### EXERCISE OBJECTIVE
Would you copy each line of the data below that has "linejoin"?

### DATASET RECORDS
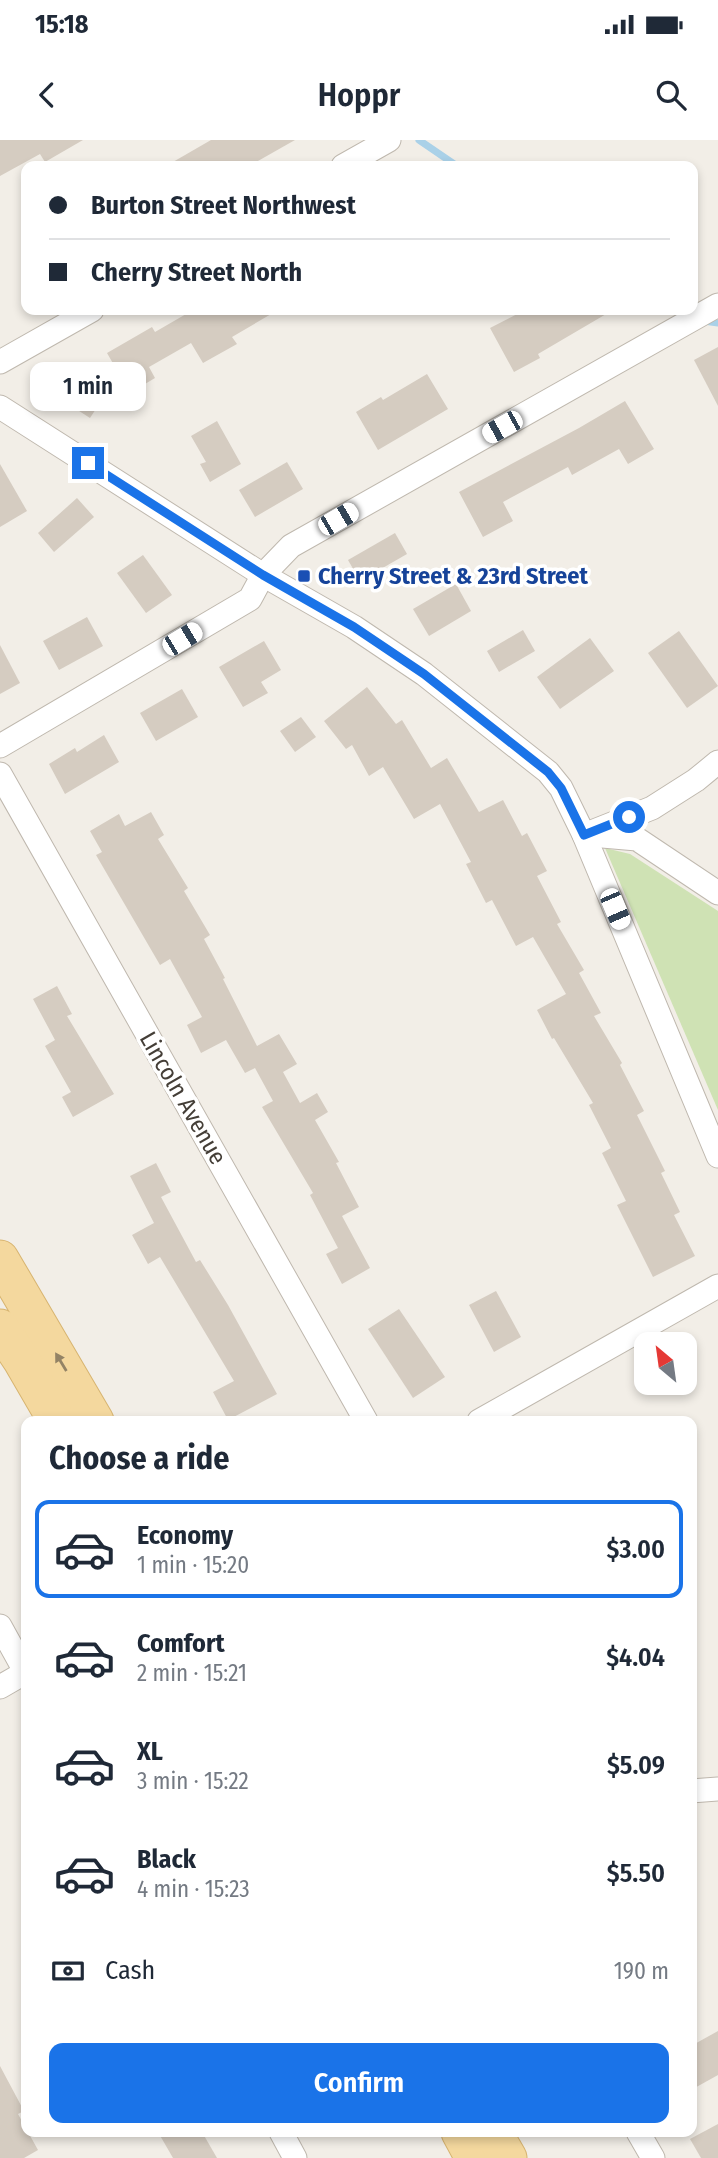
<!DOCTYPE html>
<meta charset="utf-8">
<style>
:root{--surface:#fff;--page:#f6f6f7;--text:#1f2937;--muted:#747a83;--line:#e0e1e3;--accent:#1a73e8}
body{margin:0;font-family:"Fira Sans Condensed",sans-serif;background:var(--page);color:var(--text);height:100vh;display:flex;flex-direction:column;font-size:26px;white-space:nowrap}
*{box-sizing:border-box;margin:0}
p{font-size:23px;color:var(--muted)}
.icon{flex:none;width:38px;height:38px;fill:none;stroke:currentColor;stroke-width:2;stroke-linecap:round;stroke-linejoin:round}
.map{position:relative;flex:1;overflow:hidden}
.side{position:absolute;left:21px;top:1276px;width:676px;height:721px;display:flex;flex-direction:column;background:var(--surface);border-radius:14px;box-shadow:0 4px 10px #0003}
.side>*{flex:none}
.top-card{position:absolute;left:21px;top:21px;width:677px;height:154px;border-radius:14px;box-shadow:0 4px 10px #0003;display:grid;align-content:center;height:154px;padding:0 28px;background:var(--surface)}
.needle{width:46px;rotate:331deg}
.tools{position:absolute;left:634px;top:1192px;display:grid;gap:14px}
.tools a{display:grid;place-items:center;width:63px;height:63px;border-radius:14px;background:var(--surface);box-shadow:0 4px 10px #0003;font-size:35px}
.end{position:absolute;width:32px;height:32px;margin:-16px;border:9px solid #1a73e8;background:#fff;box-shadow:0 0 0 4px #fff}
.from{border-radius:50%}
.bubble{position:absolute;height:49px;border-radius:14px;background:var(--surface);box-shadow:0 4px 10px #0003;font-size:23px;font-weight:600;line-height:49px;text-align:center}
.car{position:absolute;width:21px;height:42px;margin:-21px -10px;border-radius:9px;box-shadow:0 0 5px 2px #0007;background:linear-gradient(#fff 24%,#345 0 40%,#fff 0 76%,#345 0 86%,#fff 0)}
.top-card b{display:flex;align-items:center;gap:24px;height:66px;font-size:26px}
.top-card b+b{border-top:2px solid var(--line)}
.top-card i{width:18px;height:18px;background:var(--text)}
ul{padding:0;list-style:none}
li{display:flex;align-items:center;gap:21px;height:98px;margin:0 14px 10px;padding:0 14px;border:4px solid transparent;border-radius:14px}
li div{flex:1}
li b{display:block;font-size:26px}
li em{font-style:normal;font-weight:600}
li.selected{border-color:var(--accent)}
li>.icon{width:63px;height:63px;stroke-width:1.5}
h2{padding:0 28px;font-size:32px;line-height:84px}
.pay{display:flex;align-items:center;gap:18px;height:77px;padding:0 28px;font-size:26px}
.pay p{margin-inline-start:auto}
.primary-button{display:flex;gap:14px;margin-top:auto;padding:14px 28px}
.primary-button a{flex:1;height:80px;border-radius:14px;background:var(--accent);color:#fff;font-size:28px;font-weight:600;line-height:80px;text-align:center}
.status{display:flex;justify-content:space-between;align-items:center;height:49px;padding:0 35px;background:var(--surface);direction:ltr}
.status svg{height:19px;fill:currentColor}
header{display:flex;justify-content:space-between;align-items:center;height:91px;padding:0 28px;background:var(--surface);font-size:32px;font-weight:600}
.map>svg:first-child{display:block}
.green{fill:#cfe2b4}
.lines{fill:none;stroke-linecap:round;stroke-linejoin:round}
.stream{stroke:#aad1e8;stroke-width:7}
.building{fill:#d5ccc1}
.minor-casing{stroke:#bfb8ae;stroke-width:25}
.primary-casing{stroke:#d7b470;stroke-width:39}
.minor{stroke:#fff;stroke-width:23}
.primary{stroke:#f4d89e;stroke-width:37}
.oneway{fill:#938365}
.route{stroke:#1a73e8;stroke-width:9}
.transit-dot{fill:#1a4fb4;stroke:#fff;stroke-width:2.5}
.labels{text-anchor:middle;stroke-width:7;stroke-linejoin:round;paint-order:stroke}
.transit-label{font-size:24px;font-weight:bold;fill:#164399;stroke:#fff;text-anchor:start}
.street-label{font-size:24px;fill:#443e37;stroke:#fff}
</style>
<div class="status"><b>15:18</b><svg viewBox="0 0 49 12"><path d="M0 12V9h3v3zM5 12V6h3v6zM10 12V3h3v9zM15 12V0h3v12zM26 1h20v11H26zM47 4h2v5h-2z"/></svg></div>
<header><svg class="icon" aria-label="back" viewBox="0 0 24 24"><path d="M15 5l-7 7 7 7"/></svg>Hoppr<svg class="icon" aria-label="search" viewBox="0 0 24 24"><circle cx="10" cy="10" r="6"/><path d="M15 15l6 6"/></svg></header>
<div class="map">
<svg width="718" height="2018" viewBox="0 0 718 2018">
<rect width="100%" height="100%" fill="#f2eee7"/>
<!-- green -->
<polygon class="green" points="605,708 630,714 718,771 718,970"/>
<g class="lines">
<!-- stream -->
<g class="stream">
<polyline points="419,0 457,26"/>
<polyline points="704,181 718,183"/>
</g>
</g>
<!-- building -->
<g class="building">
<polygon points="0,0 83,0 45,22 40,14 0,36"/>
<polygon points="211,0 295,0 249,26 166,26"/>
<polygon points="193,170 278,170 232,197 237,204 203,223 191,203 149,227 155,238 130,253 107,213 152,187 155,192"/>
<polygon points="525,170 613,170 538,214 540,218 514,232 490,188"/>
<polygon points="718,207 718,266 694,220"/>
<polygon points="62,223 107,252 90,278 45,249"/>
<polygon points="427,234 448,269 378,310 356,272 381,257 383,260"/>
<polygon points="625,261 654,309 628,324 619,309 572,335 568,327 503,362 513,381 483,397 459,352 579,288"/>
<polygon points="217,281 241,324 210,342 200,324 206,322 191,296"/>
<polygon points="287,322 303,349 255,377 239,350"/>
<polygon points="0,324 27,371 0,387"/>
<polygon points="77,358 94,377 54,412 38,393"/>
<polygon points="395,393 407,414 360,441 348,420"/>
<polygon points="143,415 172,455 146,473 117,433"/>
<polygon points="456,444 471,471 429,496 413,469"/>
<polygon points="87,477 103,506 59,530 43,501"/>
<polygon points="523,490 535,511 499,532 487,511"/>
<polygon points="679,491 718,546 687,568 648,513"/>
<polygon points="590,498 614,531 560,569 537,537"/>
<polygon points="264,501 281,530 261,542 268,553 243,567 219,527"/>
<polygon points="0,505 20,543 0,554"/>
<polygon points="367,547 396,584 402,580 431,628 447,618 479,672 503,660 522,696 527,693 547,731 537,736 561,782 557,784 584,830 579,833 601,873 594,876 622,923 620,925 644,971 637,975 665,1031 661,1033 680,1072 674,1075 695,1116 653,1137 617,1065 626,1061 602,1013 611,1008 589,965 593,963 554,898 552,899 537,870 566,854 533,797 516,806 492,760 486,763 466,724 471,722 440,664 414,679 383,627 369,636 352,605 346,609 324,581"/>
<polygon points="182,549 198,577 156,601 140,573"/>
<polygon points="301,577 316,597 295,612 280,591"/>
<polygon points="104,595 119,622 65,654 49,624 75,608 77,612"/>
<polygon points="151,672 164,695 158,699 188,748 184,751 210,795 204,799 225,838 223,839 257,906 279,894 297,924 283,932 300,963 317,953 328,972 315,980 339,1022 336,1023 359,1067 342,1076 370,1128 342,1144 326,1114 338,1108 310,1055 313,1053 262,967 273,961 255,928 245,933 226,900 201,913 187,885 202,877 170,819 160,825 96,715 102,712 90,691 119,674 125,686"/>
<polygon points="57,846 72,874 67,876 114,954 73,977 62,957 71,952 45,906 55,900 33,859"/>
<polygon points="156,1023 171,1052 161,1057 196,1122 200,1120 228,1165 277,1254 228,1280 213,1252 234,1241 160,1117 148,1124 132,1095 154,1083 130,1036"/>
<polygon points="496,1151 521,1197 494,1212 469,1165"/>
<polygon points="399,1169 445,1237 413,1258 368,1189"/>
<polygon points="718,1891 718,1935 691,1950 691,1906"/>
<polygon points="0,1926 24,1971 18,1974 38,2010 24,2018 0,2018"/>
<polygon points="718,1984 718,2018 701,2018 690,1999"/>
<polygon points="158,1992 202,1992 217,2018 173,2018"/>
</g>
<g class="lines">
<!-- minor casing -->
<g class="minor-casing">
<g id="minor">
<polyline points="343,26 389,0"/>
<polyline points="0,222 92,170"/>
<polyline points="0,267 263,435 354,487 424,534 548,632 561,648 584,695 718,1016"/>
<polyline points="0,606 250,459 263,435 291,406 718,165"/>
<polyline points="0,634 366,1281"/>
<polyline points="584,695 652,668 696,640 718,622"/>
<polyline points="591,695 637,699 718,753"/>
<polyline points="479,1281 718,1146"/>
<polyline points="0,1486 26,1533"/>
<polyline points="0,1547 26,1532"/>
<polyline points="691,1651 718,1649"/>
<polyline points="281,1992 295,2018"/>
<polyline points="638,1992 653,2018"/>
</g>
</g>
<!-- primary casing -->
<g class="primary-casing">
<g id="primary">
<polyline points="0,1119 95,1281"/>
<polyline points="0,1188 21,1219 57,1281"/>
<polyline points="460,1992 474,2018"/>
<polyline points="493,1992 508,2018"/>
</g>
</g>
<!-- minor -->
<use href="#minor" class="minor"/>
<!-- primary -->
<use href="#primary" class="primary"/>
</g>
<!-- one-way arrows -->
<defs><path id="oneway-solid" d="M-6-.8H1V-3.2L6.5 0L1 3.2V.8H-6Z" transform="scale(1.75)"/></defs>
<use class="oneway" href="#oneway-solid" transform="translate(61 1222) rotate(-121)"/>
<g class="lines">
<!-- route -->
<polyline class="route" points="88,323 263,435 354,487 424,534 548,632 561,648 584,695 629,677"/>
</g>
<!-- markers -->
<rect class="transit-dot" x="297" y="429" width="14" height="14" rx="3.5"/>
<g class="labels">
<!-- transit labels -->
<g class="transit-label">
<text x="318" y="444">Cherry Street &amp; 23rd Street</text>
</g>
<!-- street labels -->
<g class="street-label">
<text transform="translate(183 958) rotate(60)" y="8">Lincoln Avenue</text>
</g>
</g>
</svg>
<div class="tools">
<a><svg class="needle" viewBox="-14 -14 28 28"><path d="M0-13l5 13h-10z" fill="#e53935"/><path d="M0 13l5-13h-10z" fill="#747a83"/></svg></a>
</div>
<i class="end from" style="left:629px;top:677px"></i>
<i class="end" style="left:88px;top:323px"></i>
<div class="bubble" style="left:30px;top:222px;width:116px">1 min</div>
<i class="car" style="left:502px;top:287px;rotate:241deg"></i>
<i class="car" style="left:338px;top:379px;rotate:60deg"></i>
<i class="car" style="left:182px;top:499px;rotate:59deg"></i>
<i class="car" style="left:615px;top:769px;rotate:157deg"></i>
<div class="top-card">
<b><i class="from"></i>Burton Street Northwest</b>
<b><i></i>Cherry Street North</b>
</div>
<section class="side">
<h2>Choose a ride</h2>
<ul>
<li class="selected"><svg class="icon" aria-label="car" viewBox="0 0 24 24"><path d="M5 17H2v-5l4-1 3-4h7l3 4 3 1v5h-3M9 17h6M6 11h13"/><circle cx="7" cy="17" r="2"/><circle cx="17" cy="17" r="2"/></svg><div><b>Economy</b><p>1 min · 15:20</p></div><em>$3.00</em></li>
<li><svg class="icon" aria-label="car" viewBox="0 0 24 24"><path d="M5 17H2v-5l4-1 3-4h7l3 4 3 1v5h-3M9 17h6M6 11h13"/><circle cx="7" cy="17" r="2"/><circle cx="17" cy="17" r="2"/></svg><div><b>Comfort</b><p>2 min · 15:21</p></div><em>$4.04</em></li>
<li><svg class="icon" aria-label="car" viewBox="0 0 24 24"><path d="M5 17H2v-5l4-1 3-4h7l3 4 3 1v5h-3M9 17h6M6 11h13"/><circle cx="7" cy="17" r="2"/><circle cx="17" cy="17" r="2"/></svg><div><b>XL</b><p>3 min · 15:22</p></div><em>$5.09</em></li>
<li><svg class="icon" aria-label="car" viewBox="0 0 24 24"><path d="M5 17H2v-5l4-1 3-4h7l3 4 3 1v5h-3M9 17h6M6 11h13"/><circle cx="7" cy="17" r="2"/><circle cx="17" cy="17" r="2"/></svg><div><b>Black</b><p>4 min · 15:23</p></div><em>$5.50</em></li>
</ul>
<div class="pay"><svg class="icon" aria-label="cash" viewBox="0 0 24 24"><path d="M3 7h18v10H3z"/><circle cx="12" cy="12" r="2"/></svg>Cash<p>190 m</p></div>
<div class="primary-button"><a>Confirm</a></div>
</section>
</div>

### TASK SOLUTION
.icon{flex:none;width:38px;height:38px;fill:none;stroke:currentColor;stroke-width:2;stroke-linecap:round;stroke-linejoin:round}
.lines{fill:none;stroke-linecap:round;stroke-linejoin:round}
.labels{text-anchor:middle;stroke-width:7;stroke-linejoin:round;paint-order:stroke}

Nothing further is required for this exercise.